Scan the records for lines with the word "names", and copy every such line.

○ ○ ○

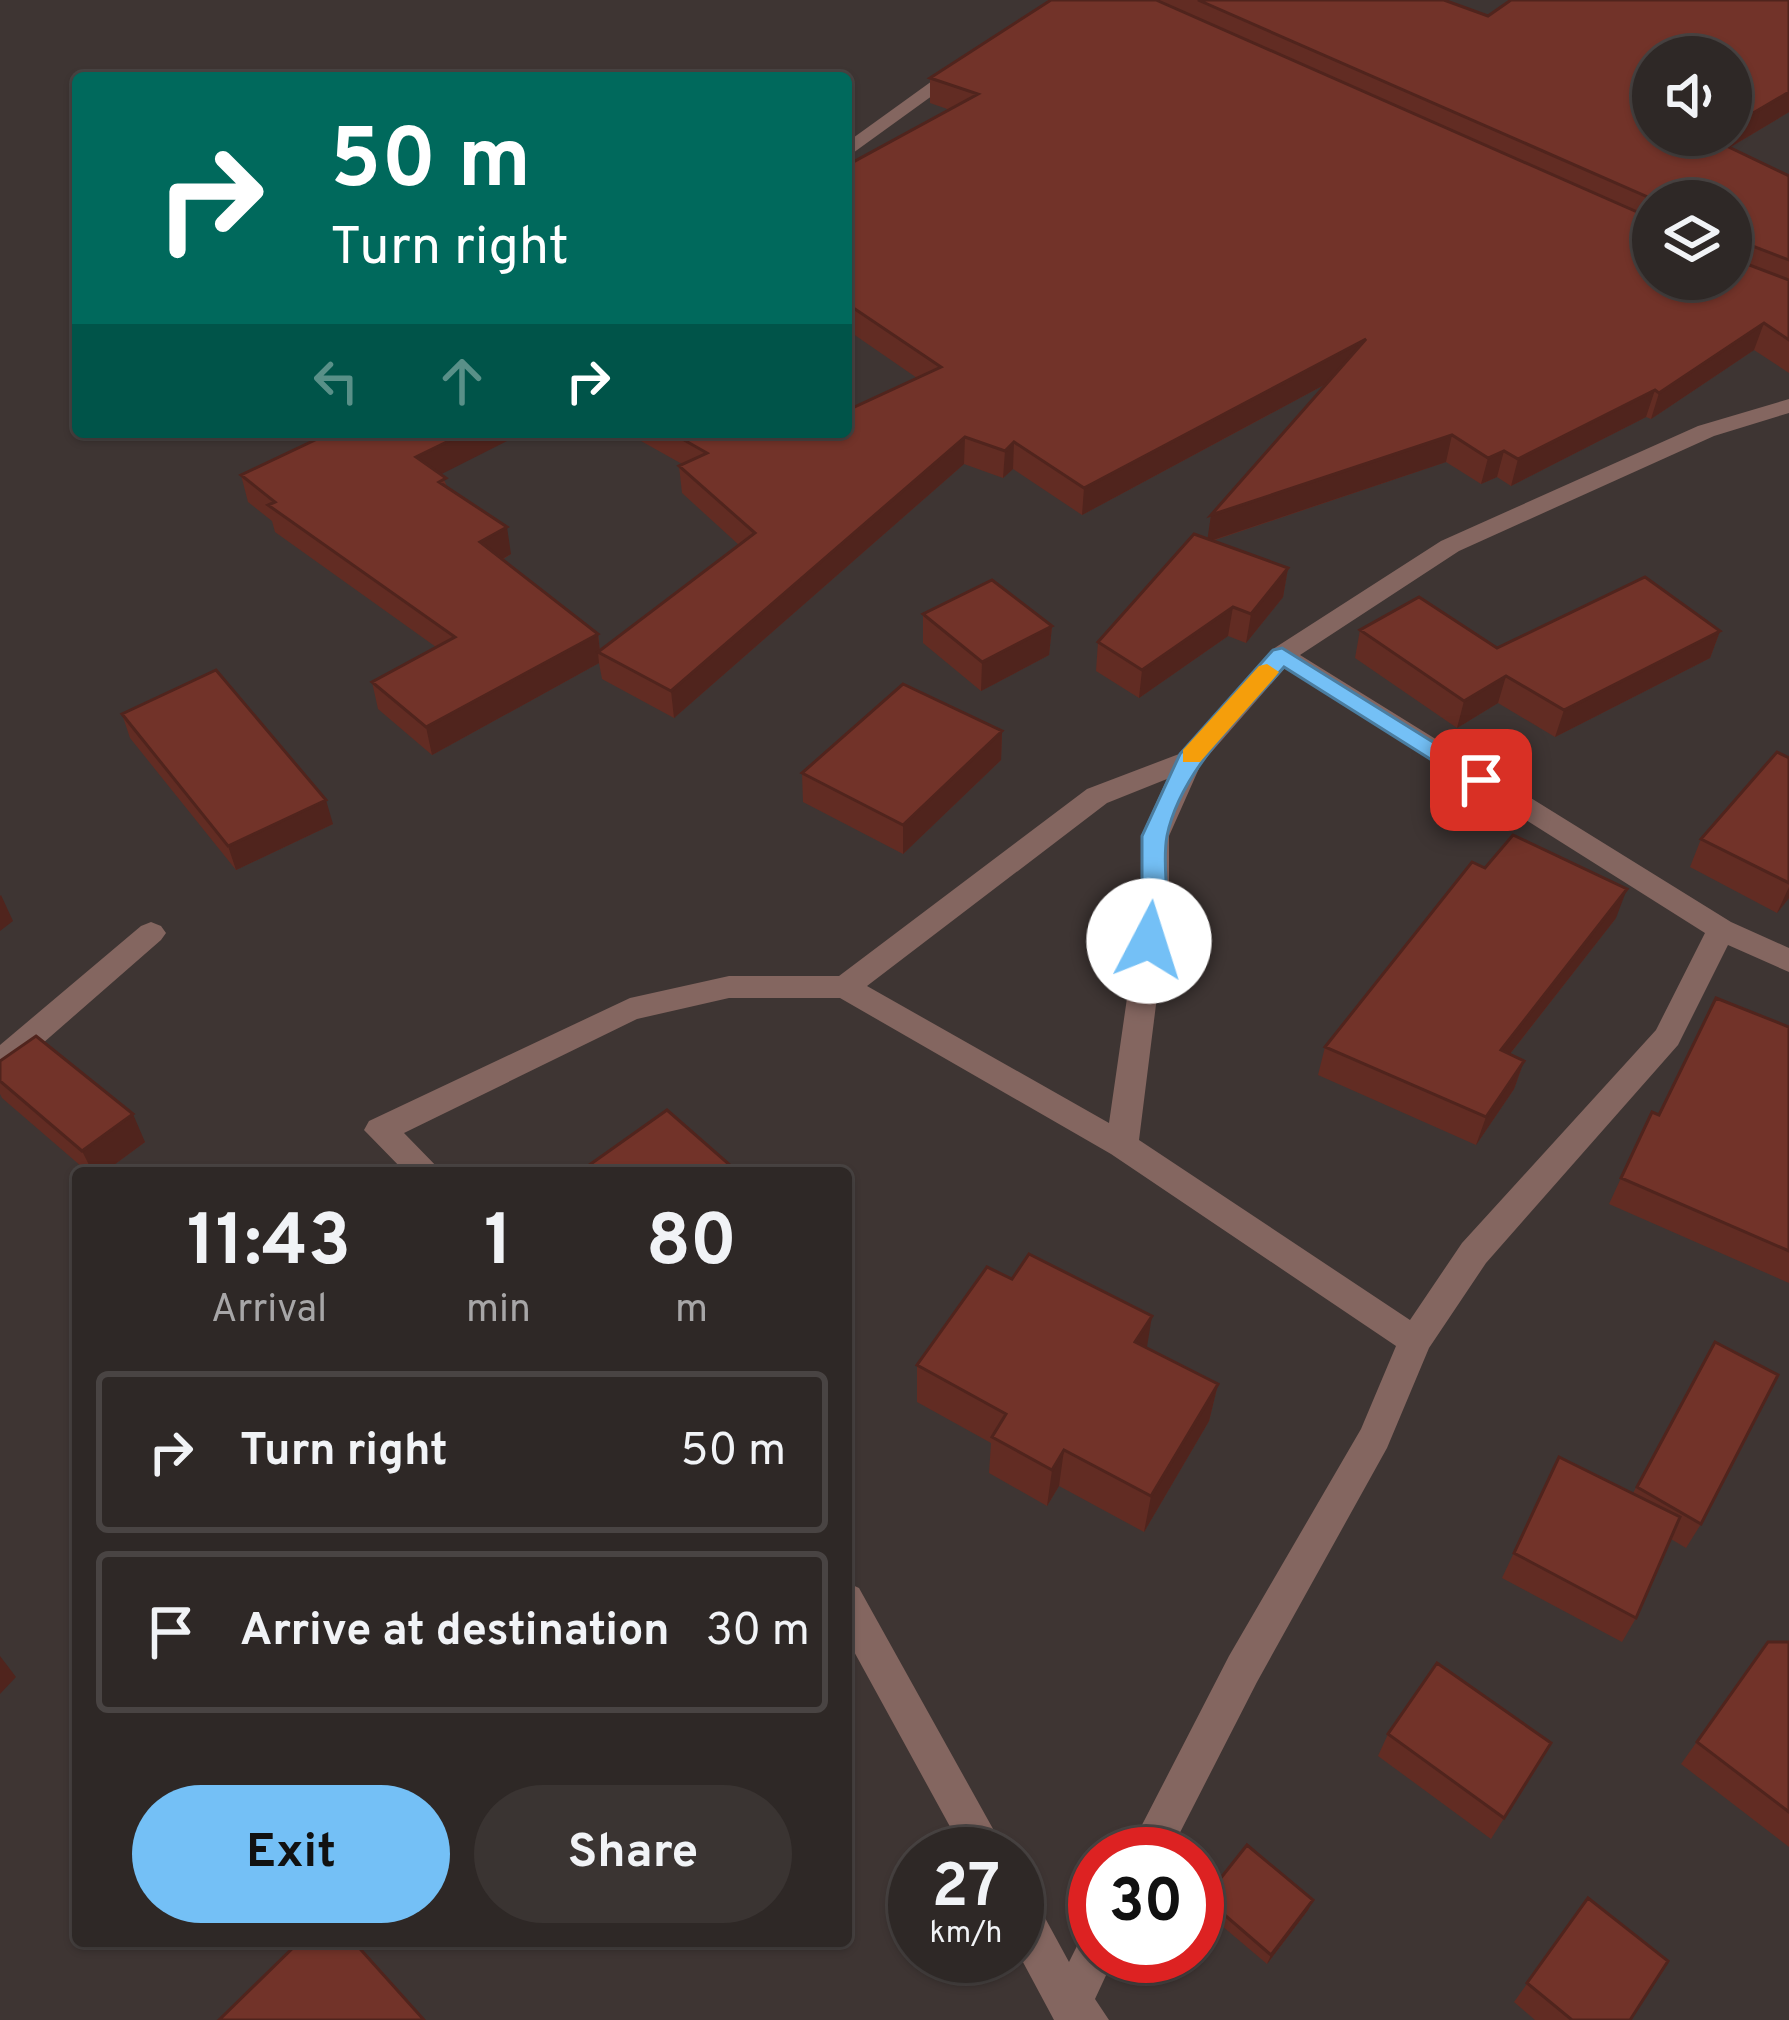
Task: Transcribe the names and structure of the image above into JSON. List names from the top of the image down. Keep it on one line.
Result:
{"page":{"turn":["50 m","Turn right"],"eta":["11:43","Arrival","1","min","80","m"],"list":[{"name":"Turn right","value":"50 m"},{"name":"Arrive at destination","value":"30 m"}],"buttons":["Exit","Share"],"speed":"27 km/h","limit":"30"}}
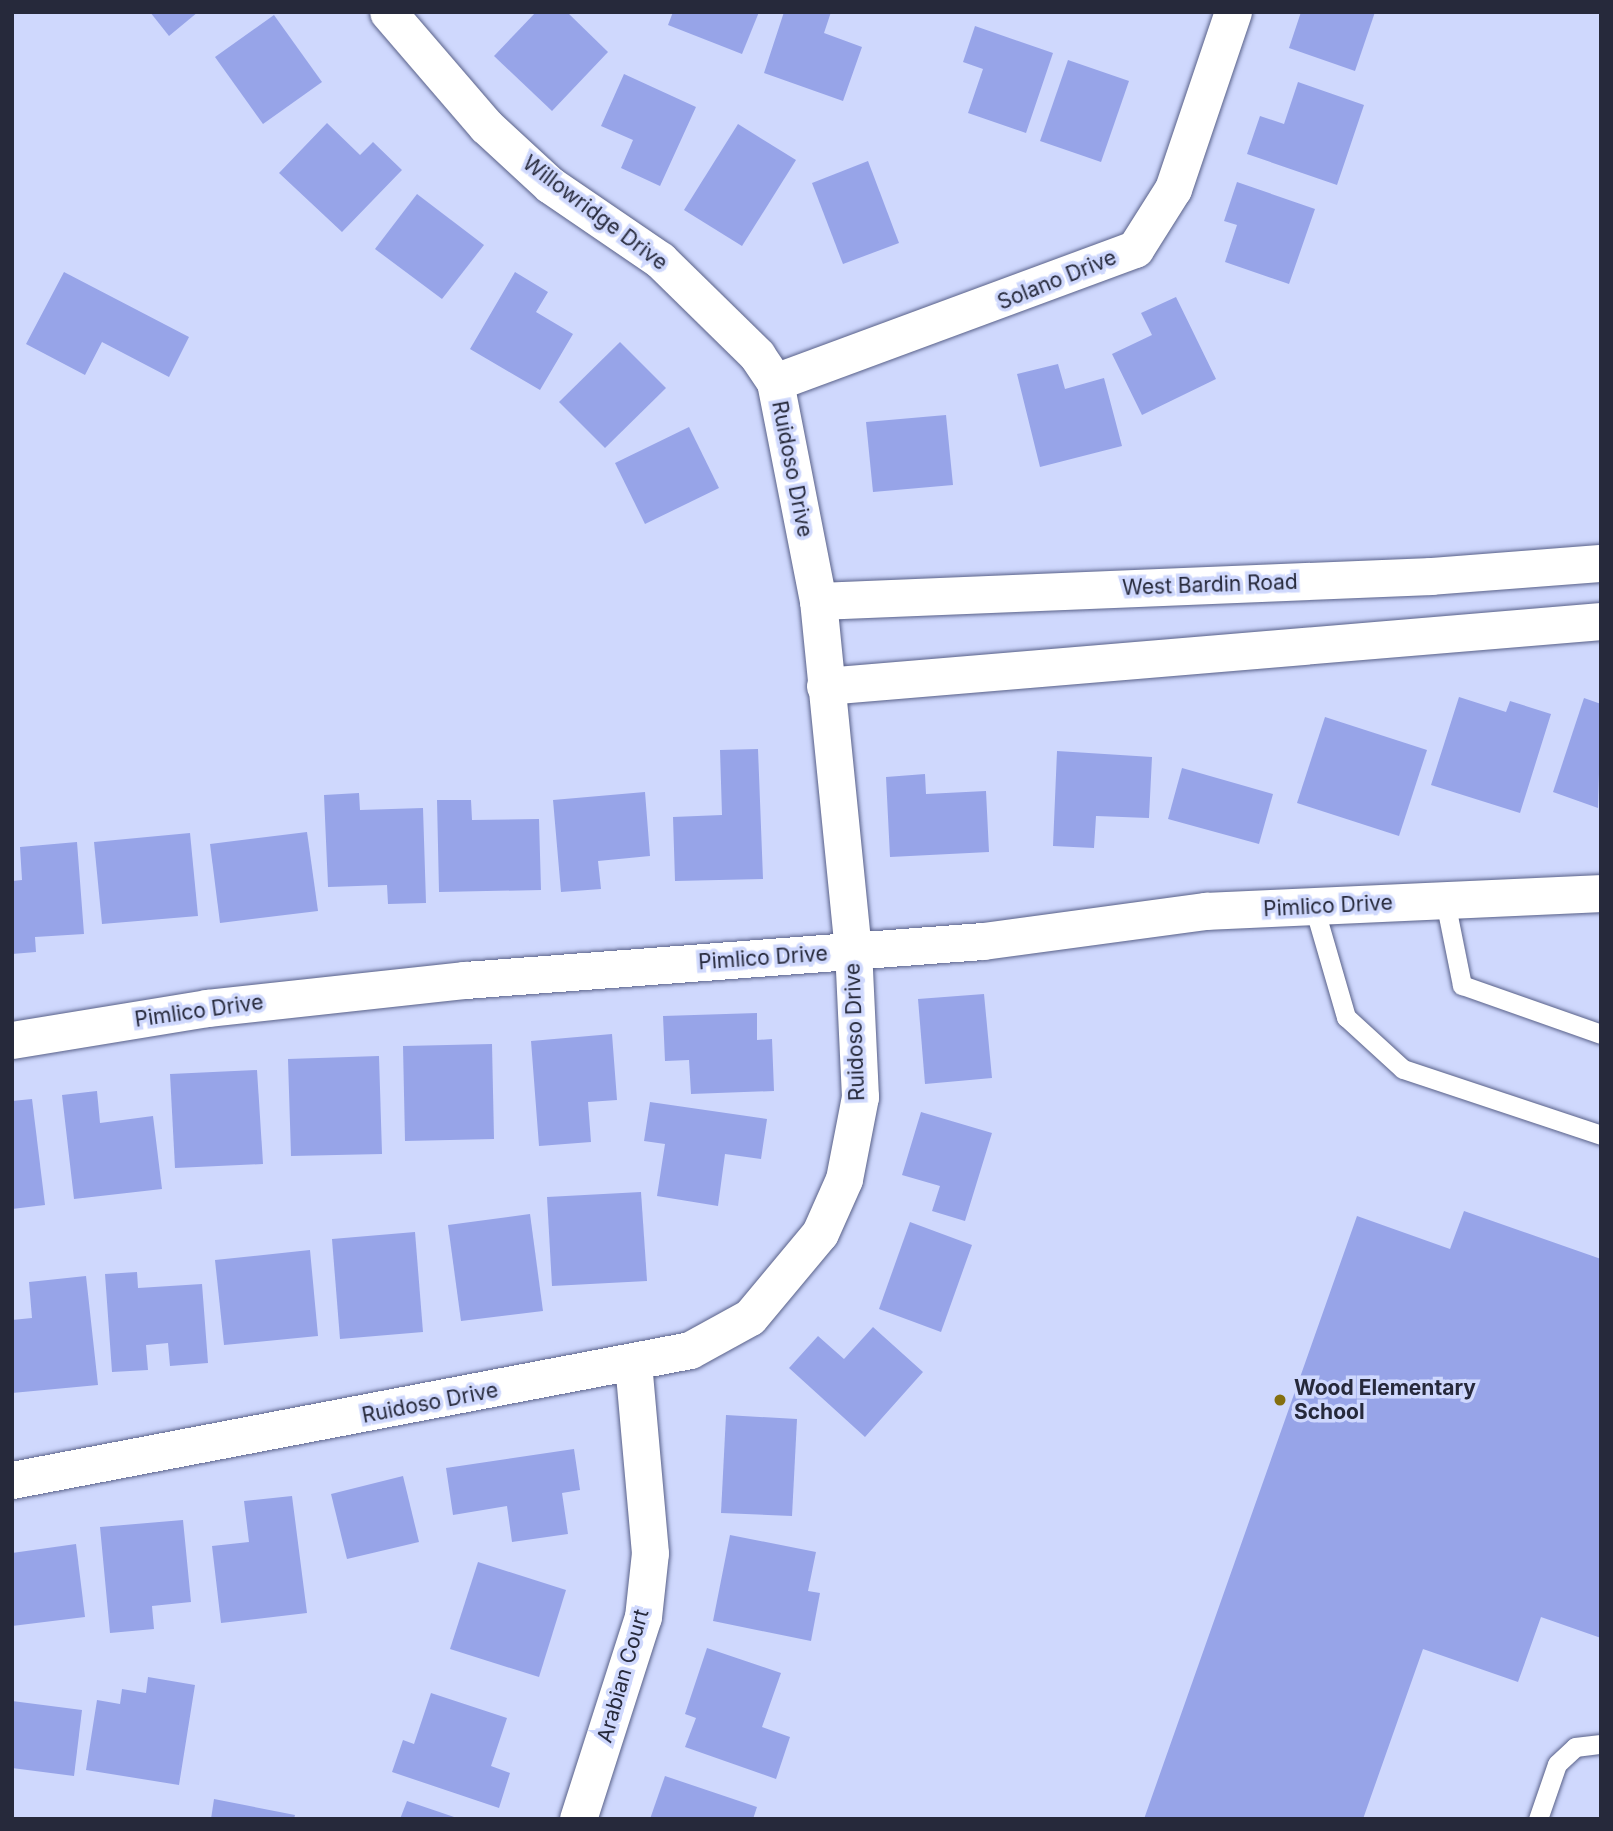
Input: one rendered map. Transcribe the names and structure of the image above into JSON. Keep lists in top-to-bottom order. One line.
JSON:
{"streets":{"street":["Willowridge Drive","Solano Drive","Ruidoso Drive","West Bardin Road","Pimlico Drive","Arabian Court"]},"crossings":[["Willowridge Drive","Solano Drive"],["Willowridge Drive","Ruidoso Drive"],["Solano Drive","Ruidoso Drive"],["Ruidoso Drive","West Bardin Road"],["Ruidoso Drive","Pimlico Drive"],["Ruidoso Drive","Arabian Court"]],"places":["Wood Elementary School"]}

○ ○ ○

> **RESPONSE**:
Task: Transcribe the names and structure of the image above into JSON. List names from the top of the image down. Keep it on one line.
Input: one rendered map. Transcribe the names and structure of the image above into JSON. Keep lists in top-to-bottom order. One line.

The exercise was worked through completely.